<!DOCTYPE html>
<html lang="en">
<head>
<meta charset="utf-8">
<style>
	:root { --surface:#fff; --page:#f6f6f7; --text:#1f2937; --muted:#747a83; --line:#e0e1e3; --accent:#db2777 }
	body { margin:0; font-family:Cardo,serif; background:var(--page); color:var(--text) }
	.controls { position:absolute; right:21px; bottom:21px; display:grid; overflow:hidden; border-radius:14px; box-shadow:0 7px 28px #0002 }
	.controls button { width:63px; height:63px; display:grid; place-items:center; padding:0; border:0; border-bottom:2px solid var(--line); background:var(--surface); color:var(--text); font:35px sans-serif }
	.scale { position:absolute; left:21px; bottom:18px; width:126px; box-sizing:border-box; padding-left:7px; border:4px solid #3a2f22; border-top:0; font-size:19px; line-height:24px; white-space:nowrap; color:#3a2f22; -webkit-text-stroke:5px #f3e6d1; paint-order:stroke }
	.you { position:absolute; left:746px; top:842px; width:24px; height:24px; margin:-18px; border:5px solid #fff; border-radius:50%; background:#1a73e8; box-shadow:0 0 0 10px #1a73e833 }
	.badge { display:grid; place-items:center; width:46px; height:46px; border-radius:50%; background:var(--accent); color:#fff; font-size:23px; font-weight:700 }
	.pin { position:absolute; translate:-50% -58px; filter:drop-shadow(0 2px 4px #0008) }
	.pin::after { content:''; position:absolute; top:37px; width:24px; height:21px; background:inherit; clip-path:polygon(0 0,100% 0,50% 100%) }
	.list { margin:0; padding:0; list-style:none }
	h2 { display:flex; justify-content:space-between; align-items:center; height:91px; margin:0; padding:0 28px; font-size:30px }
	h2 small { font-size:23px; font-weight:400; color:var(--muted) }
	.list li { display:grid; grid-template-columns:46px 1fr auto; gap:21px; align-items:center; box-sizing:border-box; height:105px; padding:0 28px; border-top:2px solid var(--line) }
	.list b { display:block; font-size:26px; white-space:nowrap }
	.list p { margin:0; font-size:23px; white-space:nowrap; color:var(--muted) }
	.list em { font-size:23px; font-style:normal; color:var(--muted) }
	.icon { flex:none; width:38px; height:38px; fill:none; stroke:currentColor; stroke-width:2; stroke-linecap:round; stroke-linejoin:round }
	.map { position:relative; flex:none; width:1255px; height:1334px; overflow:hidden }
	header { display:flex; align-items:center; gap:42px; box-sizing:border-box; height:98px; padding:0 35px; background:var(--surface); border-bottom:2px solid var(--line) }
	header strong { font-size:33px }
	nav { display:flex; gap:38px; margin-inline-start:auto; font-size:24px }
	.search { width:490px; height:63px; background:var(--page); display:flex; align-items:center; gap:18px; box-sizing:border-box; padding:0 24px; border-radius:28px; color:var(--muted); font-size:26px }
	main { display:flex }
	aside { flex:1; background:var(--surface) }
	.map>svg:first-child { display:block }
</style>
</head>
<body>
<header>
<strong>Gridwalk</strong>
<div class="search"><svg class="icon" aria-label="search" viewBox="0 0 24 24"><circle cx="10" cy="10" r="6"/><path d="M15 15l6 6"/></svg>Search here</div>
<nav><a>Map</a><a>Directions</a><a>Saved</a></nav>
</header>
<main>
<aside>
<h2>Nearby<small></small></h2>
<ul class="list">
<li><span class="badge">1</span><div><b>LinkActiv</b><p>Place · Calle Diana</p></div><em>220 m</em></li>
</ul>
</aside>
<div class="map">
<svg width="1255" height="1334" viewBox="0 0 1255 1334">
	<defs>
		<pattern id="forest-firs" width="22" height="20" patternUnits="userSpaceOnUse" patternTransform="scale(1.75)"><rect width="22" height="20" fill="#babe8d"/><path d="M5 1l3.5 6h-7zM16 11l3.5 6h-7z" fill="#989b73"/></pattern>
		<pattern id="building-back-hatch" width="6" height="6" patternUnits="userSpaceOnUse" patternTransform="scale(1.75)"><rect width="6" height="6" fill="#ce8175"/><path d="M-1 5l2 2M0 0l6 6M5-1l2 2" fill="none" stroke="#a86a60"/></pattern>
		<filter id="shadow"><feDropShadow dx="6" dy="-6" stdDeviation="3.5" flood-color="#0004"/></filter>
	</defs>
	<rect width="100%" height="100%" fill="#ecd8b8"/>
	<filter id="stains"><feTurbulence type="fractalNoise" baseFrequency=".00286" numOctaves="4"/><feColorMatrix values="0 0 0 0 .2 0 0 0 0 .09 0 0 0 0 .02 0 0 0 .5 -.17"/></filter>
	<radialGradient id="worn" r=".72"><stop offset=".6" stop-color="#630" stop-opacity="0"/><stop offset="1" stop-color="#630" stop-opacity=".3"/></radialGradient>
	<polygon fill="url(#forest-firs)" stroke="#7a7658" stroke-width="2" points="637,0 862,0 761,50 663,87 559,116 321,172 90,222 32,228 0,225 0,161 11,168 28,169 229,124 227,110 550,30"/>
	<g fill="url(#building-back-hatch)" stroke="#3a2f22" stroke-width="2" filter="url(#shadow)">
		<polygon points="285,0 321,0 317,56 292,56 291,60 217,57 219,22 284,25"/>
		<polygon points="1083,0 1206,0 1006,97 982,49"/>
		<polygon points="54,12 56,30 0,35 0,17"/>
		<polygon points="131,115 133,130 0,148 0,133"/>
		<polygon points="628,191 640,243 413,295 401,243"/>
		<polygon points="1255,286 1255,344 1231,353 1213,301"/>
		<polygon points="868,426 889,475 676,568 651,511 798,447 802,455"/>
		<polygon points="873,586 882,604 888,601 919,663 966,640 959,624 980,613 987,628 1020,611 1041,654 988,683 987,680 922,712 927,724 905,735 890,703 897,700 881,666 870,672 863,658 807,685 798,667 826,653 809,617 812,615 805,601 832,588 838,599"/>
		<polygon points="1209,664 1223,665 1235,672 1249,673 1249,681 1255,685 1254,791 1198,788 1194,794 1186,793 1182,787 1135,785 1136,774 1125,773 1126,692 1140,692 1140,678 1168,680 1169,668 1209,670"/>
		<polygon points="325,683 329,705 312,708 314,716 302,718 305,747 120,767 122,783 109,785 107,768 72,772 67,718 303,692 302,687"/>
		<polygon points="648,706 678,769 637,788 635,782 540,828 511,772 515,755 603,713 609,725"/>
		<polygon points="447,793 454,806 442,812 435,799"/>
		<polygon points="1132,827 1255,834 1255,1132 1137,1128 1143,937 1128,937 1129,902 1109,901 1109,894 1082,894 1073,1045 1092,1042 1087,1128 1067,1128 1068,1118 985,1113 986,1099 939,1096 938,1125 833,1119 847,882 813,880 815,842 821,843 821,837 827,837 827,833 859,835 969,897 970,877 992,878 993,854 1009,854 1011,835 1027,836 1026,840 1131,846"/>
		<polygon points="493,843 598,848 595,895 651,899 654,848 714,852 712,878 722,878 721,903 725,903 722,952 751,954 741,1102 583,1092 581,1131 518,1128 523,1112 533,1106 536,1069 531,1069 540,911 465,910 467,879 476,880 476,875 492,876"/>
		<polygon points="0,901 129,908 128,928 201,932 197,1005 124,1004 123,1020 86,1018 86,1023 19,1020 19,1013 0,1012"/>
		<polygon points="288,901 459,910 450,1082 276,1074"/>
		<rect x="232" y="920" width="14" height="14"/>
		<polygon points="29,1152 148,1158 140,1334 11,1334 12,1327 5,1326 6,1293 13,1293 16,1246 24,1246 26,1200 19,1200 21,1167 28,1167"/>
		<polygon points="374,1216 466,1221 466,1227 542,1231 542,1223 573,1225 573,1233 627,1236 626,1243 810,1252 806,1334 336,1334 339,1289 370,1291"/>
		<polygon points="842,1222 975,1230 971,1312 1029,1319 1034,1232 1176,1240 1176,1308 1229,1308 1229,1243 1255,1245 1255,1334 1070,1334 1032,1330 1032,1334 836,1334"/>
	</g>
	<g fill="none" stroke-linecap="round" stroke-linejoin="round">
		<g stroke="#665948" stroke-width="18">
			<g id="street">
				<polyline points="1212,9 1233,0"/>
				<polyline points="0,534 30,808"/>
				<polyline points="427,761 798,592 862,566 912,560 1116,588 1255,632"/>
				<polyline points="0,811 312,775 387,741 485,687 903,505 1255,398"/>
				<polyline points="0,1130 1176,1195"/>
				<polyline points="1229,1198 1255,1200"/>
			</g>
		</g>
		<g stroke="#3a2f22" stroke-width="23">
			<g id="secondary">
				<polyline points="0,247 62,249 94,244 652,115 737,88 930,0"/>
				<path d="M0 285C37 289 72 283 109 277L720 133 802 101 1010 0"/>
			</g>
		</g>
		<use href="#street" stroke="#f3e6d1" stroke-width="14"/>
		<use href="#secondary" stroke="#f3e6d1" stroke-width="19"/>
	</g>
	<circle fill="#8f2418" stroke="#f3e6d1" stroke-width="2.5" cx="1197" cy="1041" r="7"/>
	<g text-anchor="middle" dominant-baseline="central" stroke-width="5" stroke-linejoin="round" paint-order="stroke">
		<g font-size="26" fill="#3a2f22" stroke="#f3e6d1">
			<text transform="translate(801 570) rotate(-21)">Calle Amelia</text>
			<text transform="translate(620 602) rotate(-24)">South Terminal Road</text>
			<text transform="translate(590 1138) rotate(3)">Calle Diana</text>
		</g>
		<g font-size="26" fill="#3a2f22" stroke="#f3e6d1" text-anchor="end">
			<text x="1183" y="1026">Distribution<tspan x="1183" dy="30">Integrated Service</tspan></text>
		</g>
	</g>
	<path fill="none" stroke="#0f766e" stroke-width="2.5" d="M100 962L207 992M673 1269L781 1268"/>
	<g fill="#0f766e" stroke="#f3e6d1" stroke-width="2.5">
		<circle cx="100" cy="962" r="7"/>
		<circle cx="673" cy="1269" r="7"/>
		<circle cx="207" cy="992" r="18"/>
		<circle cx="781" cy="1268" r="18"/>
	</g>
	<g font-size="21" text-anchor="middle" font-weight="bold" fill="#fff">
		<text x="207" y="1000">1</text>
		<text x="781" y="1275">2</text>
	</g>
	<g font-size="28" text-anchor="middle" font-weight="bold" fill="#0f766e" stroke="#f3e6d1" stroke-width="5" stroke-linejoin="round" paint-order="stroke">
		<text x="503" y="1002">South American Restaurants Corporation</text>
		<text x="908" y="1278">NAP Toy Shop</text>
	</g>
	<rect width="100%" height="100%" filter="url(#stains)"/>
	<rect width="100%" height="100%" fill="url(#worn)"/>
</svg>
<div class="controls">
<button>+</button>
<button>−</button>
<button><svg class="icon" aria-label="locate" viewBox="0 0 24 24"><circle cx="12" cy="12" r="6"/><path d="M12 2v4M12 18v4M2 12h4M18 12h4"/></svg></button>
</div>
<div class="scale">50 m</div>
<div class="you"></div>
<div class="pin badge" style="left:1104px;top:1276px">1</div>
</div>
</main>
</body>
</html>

┄┄┄┄┄┄┄┄┄┄┄┄┄┄┄┄┄┄┄┄

> **WORK INSTRUCTIONS**
Your answer should be a single number: the count of lines in the material above that contain "nowrap".

> **RESULT OF THIS TASK**
3